The Federal Reserve on Wednesday raised its target interest rate by ¼ point, the first hike since 2018. The shift in the posture of monetary policy isn’t surprising, given the surge in inflation. Equally unsurprising is the weak performance of fixed-income securities this year, which continue to price in rough times ahead for the asset class overall.
Nearly all flavors of US bond ETFs are currently posting losses for the year to date (through Mar. 16). The declines range from trivial to steep. Only one of the tickers for our set of ETF proxies for the US fixed-income markets is posting a gain in 2022: iShares 0-5 Year TIPS Bond (STIP), which holds short-maturity inflation-indexed Treasuries and is up fractionally year to date – roughly 0.2%.
Otherwise, bonds across the spectrum are in the red this year. The deepest decline is in long-term US corporates via Vanguard Long-Term Corporate Bond (VCLT), which has tumbled 12% year to date.
The question is how long the headwinds will last for the bond market? Using the Fed’s policy making committee as a guide, fixed income will be under pressure for the foreseeable future. The Federal Open Market Committee (FOMC) yesterday outlined its current forecast for the Feds fund rate, which edged up to a 0.25%-0.50% range. By the end of the year, the FOMC anticipates Fed funds will rise to 1.9%, based on the committee’s median estimate. By the end of next year, the current forecast sees Fed funds rising to 2.8%.
The expected hikes aren’t written in stone and can be adjusted, based on incoming economic data. But while the exact timing and size of hikes are open to adjustment, the market is now convinced that interest rates overall will move higher in the months ahead, perhaps through 2023 and beyond. In the words of the central bank’s policy statement released on Wednesday, the Fed “anticipates that ongoing increases in the target range will be appropriate.”
For the next Fed meeting (May 4), futures are estimating a near certainty of another hike, with a moderate edge (61% probability) for another 25-basis-point increase vs. a 50-basis-point rise (39% probability).
Fed Chair Powell left little doubt about the policy outlook. In yesterday’s press conference he said “we are attentive to the risks of further upward pressure on inflation and inflation expectations.” He added that “the committee is determined to take the measures necessary to restore price stability” and that “the US economy is very strong and well-positioned to handle tighter monetary policy.”
The key driver of the policy shift is the recent increase in inflation. Using the Consumer Price Index as a guide, inflation continued to heat up in February, rising 7.9% over the past year – a 40-year high.
The war in Ukraine is expected to keep inflation pressures high and so a peak in pricing pressure doesn’t appear imminent. As long as inflation is running far above the Fed funds target, as it is now, additional rate hikes are likely.
A turning point, or at least a pause, may be signaled when inflation shows signs of peaking. One way to monitor such an event is by watching the Treasury market’s implied inflation forecast, based on the yield spread for nominal less inflation-indexed yields. But as recent changes on this front suggest, the market continues to price in elevated/rising inflation pressures.

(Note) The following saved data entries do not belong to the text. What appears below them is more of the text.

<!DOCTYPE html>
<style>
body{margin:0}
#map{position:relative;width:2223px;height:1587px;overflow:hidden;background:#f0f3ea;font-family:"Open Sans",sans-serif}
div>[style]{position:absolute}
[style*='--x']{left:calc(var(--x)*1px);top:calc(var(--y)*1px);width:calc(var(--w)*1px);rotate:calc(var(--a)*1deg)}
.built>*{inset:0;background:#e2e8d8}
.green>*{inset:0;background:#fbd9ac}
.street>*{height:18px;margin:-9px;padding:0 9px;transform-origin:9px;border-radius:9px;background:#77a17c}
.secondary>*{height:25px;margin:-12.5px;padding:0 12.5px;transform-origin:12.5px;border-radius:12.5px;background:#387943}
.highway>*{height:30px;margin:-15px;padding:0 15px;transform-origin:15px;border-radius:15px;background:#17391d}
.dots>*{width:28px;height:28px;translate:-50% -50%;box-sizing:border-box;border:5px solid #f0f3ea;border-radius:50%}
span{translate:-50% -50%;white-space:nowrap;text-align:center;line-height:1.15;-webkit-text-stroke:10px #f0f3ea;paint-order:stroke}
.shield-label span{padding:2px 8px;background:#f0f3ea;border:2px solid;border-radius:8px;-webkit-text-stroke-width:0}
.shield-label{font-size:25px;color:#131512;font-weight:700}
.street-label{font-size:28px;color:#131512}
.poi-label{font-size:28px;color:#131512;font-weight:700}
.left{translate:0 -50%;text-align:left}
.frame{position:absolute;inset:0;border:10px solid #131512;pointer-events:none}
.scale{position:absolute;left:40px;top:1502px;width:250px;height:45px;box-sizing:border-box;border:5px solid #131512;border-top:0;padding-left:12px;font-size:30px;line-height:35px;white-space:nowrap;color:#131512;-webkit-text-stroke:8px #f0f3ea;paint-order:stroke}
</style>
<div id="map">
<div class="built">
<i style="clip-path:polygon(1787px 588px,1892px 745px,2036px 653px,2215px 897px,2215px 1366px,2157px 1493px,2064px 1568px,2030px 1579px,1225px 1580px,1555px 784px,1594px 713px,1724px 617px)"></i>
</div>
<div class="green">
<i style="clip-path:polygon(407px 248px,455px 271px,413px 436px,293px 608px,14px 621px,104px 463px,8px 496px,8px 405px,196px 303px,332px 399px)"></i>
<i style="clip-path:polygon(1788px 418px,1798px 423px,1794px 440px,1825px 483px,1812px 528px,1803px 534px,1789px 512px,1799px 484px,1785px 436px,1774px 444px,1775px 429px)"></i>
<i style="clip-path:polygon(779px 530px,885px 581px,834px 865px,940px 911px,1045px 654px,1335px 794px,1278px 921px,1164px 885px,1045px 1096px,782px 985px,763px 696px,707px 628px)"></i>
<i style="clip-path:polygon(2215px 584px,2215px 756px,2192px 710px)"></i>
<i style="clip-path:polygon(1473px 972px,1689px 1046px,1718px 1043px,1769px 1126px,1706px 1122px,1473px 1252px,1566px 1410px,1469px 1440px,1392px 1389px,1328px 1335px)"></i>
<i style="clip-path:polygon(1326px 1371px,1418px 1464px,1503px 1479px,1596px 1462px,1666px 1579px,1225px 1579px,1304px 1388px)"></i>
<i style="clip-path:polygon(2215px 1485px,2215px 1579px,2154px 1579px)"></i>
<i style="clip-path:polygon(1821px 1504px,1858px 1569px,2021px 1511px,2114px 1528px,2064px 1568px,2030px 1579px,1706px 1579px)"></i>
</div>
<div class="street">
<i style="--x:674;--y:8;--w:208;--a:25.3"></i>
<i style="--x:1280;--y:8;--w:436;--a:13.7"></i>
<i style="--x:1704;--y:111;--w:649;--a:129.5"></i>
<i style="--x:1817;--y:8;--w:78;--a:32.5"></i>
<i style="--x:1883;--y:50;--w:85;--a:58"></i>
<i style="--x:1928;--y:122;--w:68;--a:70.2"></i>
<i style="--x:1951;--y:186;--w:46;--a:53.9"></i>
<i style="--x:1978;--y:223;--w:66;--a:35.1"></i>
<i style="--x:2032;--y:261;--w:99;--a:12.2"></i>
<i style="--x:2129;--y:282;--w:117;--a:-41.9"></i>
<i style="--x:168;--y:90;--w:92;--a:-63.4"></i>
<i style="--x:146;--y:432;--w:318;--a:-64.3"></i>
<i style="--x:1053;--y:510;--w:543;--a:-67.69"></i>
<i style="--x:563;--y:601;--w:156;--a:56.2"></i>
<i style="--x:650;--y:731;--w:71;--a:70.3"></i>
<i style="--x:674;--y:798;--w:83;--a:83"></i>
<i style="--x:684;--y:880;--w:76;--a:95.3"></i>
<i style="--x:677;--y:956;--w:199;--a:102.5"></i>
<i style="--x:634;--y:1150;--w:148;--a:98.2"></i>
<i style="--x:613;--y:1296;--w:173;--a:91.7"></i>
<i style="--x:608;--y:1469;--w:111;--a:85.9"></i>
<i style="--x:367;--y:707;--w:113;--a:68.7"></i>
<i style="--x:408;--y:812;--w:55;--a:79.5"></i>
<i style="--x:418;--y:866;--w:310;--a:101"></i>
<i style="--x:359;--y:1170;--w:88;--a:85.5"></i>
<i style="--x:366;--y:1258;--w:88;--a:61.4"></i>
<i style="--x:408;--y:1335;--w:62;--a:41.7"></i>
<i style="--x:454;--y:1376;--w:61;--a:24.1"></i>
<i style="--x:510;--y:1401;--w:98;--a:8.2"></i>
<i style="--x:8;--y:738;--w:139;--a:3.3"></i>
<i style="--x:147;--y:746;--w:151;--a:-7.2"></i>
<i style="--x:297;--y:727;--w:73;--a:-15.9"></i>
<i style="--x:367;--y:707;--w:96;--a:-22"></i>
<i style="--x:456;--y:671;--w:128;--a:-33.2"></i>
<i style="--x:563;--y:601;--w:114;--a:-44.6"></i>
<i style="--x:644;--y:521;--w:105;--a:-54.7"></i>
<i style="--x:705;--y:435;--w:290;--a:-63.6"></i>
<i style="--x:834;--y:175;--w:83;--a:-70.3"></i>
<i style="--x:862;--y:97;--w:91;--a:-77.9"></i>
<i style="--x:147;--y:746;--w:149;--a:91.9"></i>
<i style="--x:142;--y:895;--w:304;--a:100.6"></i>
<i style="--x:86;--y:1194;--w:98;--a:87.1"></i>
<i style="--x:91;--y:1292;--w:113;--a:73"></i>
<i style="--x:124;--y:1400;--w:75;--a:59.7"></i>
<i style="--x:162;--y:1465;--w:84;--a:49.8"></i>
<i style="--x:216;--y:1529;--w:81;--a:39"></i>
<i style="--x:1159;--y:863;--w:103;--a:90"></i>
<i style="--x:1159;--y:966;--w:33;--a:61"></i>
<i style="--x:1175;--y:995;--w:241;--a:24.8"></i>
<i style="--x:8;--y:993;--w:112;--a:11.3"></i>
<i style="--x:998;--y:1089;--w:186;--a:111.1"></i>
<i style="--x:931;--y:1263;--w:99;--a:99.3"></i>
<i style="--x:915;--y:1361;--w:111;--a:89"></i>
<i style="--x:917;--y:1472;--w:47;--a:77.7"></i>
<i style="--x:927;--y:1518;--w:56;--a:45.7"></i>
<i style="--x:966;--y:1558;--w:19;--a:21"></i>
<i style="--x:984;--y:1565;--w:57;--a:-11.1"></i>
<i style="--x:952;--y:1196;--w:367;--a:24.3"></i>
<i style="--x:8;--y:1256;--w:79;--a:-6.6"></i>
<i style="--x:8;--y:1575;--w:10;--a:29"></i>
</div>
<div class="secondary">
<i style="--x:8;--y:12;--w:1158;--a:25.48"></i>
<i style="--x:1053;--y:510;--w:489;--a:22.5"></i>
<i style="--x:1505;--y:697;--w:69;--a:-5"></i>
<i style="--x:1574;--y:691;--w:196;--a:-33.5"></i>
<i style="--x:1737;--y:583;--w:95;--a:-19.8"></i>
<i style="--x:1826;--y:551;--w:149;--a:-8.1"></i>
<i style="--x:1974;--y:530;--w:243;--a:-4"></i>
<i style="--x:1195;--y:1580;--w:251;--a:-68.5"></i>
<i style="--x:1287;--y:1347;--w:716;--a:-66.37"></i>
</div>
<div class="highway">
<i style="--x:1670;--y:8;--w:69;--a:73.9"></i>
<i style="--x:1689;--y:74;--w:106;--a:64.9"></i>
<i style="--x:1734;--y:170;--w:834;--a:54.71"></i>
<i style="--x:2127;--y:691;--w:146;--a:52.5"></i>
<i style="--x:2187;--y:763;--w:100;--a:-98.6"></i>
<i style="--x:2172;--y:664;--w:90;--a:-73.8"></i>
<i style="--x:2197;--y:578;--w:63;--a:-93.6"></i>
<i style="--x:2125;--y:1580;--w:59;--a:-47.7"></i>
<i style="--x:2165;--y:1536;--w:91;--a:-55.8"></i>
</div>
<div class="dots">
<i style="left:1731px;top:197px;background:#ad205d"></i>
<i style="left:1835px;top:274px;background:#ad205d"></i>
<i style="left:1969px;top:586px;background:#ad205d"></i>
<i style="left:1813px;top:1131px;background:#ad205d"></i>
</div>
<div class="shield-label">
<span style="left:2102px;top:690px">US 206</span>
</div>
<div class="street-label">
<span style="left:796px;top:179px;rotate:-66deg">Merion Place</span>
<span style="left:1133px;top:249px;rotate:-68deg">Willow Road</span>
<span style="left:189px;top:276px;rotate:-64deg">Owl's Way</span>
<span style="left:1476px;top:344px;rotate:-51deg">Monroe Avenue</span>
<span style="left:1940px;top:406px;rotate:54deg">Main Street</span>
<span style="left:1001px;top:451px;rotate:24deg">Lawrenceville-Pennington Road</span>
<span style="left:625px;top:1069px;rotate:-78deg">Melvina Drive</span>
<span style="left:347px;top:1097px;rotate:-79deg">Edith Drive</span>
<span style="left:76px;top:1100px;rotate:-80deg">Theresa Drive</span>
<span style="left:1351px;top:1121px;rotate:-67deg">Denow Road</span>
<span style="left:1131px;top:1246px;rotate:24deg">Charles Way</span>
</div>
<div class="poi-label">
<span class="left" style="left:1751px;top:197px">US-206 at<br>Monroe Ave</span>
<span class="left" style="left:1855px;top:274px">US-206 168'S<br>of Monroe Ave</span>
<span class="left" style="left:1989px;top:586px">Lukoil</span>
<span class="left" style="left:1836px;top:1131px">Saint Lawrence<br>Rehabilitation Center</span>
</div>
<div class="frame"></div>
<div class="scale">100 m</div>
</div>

What else could change the calculus for the current expected path of interest rates? A sharp slowdown in economic activity or a recession. Although US recession risk is currently low, that could quickly change, some economists predict.
Among the more bearish analysts on the US economy is David Rosenberg, chief economist of Rosenberg Research. “The Fed is caught in a box of its own making because it didn’t move quickly enough on raising rates. Now it has to be seen to move aggressively,” he says. As a result, “I think the recession risk is very high.”
If he’s right, the bond market may be get a break as the crowd’s bias shifts from worrying about inflation to looking for safe havens. That’s a tough way to earn a positive return in fixed income, but for now it may be the only way for bonds to avoid negative results.